Systems and tools for crowdsourcing transcription and description proliferate, and libraries and archives are getting increasingly serious about collectively figuring out how to let others describe and transcribe their stuff. At the same time, there continues to be a lot of interest in the potential for linked open data in libraries archives and museums. I thought I would take a few minutes to try and sketch out a way that I think these things could fit together a bit.
I’ve been increasingly thinking it would be really neat if we could come up with some lightweight conventions for anyone anywhere to describe an object that lives somewhere else. At this point, things like the Open Annotation Collaboration presumably provide a robust grammar to actually get into markup and whatnot if folks wanted to really blow it out, but I think there is likely some very basic things we could just do to try and kick off an ecosystem for letting anyone mint URLs that have descriptive metadata that describe objects that live at other URLs.

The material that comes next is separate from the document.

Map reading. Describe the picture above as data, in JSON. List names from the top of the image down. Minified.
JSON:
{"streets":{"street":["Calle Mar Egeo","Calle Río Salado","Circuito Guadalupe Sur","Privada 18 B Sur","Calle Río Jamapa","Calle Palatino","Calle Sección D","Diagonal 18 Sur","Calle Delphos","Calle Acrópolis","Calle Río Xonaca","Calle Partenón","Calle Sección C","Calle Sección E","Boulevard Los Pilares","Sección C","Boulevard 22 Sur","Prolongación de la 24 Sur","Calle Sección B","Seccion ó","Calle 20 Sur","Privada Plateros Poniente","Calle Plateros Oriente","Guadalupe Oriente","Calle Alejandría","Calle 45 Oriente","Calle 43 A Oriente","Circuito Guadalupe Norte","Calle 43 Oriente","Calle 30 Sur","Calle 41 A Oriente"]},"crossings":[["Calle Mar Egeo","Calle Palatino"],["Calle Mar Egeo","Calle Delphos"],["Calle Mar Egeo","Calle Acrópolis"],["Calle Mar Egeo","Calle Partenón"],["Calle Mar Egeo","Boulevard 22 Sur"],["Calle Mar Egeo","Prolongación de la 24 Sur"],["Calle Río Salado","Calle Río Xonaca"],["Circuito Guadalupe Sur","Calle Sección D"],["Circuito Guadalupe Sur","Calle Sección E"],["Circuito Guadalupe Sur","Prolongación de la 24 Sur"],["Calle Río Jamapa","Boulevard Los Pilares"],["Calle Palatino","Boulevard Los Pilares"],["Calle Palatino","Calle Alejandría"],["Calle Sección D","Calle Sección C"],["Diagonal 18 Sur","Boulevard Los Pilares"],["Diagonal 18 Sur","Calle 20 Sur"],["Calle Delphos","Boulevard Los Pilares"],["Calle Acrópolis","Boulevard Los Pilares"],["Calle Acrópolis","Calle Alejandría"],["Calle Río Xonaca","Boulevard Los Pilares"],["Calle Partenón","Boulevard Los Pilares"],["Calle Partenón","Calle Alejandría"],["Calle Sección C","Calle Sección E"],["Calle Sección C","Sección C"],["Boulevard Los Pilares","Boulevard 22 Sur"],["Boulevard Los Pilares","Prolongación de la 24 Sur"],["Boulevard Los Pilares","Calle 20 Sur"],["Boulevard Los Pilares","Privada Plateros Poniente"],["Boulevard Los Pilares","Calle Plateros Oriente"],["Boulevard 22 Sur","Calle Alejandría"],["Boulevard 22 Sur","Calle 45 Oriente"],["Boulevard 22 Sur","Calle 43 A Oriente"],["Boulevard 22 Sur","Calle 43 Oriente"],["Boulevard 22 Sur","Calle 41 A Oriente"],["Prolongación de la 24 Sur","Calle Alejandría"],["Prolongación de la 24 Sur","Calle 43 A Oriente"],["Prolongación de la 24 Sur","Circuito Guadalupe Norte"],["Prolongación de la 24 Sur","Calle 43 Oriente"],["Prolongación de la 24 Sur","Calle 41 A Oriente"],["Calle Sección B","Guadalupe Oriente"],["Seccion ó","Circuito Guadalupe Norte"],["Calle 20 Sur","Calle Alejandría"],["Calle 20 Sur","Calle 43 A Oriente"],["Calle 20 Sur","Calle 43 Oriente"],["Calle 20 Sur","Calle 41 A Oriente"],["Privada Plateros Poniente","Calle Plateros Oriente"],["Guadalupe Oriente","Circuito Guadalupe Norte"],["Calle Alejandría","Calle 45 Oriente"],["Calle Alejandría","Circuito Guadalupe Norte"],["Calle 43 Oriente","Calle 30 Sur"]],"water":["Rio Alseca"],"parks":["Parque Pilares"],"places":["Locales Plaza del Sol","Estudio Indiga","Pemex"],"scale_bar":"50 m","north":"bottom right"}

My hope in this, is that instead of everyone building or standing up their own systems, we could have a few different hubs and places across the web where people describe, transcribe and annotate that could then be woven back into the metadata records associated with digital objects at their home institutions. In some ways this is really the basic set of promises and aspirations that Linked Open Data is intended to help with. Here I am just intending to try an think through how this might fit together in a potential use case.
A Linked Open Crowdsourcing Description Thought Experiment
With a few tweaks, we are actually very close to having the ability to connect the dots between one situation in which people further describe archival materials (in this case to create bibliographies) that could provide enhanced metadata back to a repository. I’ll talk through how a connection might be forged between Zotero and one online collection, but I think the principles here are generic enough that if folks just agreed on some conventions we could do some really cool stuff.
The Clara Barton papers are digitized in full, but in keeping with archival practice, they are not described at the item level. In this case, the collection has folder level metadata. So since it’s items all the way down in a sense, the folders are the items.
As a result, you get things that look like this, Clara Barton Papers: Miscellany, 1856-1957; Barton (Clara) Memorial Association; Resolutions and statements, 1916, undated. This is great. I am always thrilled to see folks step back from feeling like they need item level description to make materials available on the web. Describe to whatever level you can and make it accessible.
With that said, I’m sure there are people who are willing to pitch in and make some item level metadata for the stuff in that folder. Beyond that, if a scholar is ever going to actually use something in that folder and cite it in a book or a paper they are going to have to create item level description. Wouldn’t it be great if there was a generic way for the item level description that happens as a matter of course to put a footnote in an article or a book could be leveraged and reused?
Scholars DIY Item Level Description in Zotero
Everyday, a bunch of scholars key in item level description for materials in reference managers like Zotero. To that end, I’ll briefly talk through what would happen if someone wants to capture and cite something from the Clara Barton Papers in Zotero. Because there is some basic embedded metadata in that page, if you click the little icon by the URL you get that initial data, which you can then edit. You can also then directly save the page images into your personal Zotero library.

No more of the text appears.